# Hole-fork Madone 7 2014



## gabkr (Mar 30, 2012)

Should I be worried about this:


----------



## ibericb (Oct 28, 2014)

About what ?


----------



## gabkr (Mar 30, 2012)

gabkr said:


> Should I be worried about this:


 sorry trying to post pic


----------



## ibericb (Oct 28, 2014)

Taking a wild stab - are you possibly concerned about a small, perfect looking hole on the inside of the fork just above the dropout?


----------



## gabkr (Mar 30, 2012)

*Hole*



ibericb said:


> Taking a wild stab - are you possibly concerned about a small, perfect looking hole on the inside of the fork just above the dropout?


Yes,on the right side.


----------



## gabkr (Mar 30, 2012)

I was under the impression it was part of manufacturing process,did the Six Gap ride in North Georgia this past weekend and started thinking about it on the downhills.


----------



## ibericb (Oct 28, 2014)

Look on the left side - there should be a matching one there too, as well as one on each side at the end of the end of the stays near the rear dropout (may have to look a bit for these).
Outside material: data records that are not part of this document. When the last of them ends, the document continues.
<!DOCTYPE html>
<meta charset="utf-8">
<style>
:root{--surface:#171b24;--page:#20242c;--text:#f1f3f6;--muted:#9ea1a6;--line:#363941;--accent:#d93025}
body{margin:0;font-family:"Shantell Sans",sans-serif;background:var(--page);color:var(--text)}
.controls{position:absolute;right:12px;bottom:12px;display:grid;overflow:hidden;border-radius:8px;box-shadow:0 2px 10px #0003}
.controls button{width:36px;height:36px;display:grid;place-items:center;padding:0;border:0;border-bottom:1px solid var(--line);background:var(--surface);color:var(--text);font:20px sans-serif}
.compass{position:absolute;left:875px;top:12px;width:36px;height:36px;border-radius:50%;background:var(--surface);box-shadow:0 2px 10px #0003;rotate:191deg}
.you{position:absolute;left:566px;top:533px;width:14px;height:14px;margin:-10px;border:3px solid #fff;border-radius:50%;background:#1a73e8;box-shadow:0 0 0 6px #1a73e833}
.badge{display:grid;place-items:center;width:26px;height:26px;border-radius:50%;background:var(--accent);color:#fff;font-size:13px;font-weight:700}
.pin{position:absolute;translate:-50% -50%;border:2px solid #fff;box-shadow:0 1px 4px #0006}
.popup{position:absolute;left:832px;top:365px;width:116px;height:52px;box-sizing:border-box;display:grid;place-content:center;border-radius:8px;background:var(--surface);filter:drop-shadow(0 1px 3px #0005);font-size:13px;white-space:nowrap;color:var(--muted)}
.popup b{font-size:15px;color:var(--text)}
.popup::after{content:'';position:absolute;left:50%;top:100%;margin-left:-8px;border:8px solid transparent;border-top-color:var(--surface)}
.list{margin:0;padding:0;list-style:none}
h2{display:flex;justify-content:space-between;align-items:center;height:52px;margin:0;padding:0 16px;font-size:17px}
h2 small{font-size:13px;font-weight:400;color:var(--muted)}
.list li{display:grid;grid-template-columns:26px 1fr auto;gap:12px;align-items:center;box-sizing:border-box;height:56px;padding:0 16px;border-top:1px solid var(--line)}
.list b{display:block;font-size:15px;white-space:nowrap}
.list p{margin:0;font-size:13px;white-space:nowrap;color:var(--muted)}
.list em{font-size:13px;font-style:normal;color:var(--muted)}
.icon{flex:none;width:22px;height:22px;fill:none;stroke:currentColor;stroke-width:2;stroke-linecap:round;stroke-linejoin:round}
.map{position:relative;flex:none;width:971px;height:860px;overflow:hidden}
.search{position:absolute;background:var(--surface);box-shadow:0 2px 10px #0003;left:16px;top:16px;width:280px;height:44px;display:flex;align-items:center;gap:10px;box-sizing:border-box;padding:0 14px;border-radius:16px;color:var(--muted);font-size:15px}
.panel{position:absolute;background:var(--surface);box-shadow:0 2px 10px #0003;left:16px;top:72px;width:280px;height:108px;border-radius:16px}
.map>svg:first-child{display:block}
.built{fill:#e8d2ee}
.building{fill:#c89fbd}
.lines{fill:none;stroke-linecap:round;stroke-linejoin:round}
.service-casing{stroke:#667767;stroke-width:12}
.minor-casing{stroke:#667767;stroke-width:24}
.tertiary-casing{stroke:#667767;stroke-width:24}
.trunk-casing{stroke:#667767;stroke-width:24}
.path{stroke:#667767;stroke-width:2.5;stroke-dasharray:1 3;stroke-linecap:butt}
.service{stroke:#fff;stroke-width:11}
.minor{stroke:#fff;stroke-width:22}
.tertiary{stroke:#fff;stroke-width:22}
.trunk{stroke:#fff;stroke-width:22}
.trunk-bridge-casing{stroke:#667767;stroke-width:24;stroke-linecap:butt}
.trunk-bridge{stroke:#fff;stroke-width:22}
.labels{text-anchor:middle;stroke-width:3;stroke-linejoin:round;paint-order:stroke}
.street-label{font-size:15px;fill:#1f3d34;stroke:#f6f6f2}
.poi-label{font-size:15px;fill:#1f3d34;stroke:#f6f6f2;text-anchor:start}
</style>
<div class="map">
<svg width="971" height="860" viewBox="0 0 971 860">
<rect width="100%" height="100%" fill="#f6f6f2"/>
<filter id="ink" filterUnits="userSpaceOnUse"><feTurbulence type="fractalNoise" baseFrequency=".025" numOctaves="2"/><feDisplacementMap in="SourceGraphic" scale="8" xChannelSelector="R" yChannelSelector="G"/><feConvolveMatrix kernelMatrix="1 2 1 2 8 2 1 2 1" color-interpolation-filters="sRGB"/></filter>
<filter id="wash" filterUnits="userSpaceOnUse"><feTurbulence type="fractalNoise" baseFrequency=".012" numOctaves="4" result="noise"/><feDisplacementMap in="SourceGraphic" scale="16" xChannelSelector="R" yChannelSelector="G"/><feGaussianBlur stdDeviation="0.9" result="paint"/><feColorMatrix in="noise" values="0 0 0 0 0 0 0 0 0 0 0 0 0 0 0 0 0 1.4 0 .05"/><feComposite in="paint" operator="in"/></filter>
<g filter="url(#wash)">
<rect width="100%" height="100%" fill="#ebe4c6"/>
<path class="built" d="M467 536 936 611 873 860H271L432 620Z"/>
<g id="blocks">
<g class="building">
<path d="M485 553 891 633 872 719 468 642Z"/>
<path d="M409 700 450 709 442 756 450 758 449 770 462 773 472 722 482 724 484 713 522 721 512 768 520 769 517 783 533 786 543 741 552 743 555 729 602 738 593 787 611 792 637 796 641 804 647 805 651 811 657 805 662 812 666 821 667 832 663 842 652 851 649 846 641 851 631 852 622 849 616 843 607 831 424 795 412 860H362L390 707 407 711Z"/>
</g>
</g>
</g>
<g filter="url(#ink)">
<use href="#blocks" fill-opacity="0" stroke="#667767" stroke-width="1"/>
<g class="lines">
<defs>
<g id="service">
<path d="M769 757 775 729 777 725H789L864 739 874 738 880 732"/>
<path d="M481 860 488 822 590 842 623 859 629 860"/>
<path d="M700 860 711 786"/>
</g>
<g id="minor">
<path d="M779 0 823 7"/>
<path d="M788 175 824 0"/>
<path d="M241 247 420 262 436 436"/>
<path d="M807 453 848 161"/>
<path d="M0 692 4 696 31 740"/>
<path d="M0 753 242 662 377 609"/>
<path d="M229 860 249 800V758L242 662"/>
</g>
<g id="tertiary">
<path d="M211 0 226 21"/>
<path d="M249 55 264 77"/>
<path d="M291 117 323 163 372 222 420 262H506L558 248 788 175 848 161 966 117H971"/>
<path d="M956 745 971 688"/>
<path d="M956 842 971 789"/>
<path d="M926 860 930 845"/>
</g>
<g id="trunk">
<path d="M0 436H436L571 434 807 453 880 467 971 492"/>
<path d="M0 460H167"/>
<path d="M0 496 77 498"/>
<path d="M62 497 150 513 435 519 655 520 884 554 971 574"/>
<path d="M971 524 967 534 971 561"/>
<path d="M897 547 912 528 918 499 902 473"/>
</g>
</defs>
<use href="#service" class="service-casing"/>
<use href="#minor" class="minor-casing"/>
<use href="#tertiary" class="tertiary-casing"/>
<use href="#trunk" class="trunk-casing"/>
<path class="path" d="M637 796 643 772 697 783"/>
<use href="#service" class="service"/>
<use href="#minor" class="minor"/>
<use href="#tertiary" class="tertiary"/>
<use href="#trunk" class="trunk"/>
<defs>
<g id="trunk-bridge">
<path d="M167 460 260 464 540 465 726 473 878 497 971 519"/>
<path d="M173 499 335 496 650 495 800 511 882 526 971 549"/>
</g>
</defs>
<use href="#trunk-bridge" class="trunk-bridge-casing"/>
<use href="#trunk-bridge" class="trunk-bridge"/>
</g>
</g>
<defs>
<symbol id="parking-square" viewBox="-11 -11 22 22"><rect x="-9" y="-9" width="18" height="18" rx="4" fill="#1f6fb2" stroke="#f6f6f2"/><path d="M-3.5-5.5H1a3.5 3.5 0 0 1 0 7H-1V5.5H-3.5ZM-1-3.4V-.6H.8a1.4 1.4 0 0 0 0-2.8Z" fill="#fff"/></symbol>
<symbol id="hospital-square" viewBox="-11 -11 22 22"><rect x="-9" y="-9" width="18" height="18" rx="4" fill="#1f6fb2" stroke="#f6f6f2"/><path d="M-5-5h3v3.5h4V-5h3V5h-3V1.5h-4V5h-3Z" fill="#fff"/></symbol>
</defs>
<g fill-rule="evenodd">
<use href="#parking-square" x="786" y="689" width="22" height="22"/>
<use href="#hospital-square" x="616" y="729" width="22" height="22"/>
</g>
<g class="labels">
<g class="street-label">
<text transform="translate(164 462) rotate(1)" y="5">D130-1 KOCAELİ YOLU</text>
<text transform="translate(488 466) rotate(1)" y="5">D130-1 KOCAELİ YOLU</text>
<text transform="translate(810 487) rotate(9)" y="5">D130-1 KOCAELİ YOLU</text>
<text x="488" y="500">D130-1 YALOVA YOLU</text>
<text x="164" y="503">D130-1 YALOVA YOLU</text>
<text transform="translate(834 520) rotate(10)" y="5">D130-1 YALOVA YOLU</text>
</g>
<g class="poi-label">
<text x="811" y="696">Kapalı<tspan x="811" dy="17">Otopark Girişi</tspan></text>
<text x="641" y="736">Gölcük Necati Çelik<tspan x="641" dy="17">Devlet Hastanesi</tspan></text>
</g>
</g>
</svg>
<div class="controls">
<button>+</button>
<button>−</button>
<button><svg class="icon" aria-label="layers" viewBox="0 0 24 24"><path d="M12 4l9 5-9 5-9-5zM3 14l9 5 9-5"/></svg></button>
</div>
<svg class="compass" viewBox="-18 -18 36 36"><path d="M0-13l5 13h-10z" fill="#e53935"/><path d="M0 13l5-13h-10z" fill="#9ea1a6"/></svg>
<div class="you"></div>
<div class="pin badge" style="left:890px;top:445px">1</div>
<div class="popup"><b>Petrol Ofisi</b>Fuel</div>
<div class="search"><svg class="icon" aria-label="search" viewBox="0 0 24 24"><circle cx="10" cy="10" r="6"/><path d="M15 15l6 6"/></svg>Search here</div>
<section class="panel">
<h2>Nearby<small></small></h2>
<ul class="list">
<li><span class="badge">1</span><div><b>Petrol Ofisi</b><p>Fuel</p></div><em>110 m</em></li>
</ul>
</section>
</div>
What I'm describing are vent holes, designed in so that during bladder molding all of the air that would be trapped during bladder expansion has an easy exit at what otherwise would be end of a dead-end tube.


----------



## gabkr (Mar 30, 2012)

Could not find hole on other side, covered by paint.... I can stick a paper clip end through fork to other side.


----------



## ibericb (Oct 28, 2014)

Need pics.


----------



## gabkr (Mar 30, 2012)

Send me PM w/ email, could not get to post the other night


----------



## nhluhr (Sep 9, 2010)

just upload your photo to imgur.com and then put the link here.


----------



## gabkr (Mar 30, 2012)

Imgur: The most awesome images on the Internet
Imgur: The most awesome images on the Internet
Imgur: The most awesome images on the Internet
Imgur: The most awesome images on the Internet


----------



## gabkr (Mar 30, 2012)

Thanks for picture help..... Second one is out of focus


----------



## ibericb (Oct 28, 2014)

Taken alone, that looks like a vent hole to me. It was there before painting. There should be an identical one on the other fork tube. Maybe it got painted over?


----------



## .je (Aug 25, 2012)

I'll try for you:


----------



## nhluhr (Sep 9, 2010)

ibericb said:


> Taken alone, that looks like a vent hole to me. It was there before painting. There should be an identical one on the other fork tube. Maybe it got painted over?


Yeah I think the paint INSIDE the hole is proof that it was there from the factory. I'm not at the shop (so no madones sitting around to compare) but either way, holes like that do exist on every carbon fork/frame I've ever inspected so I wouldn't be worried about it.


----------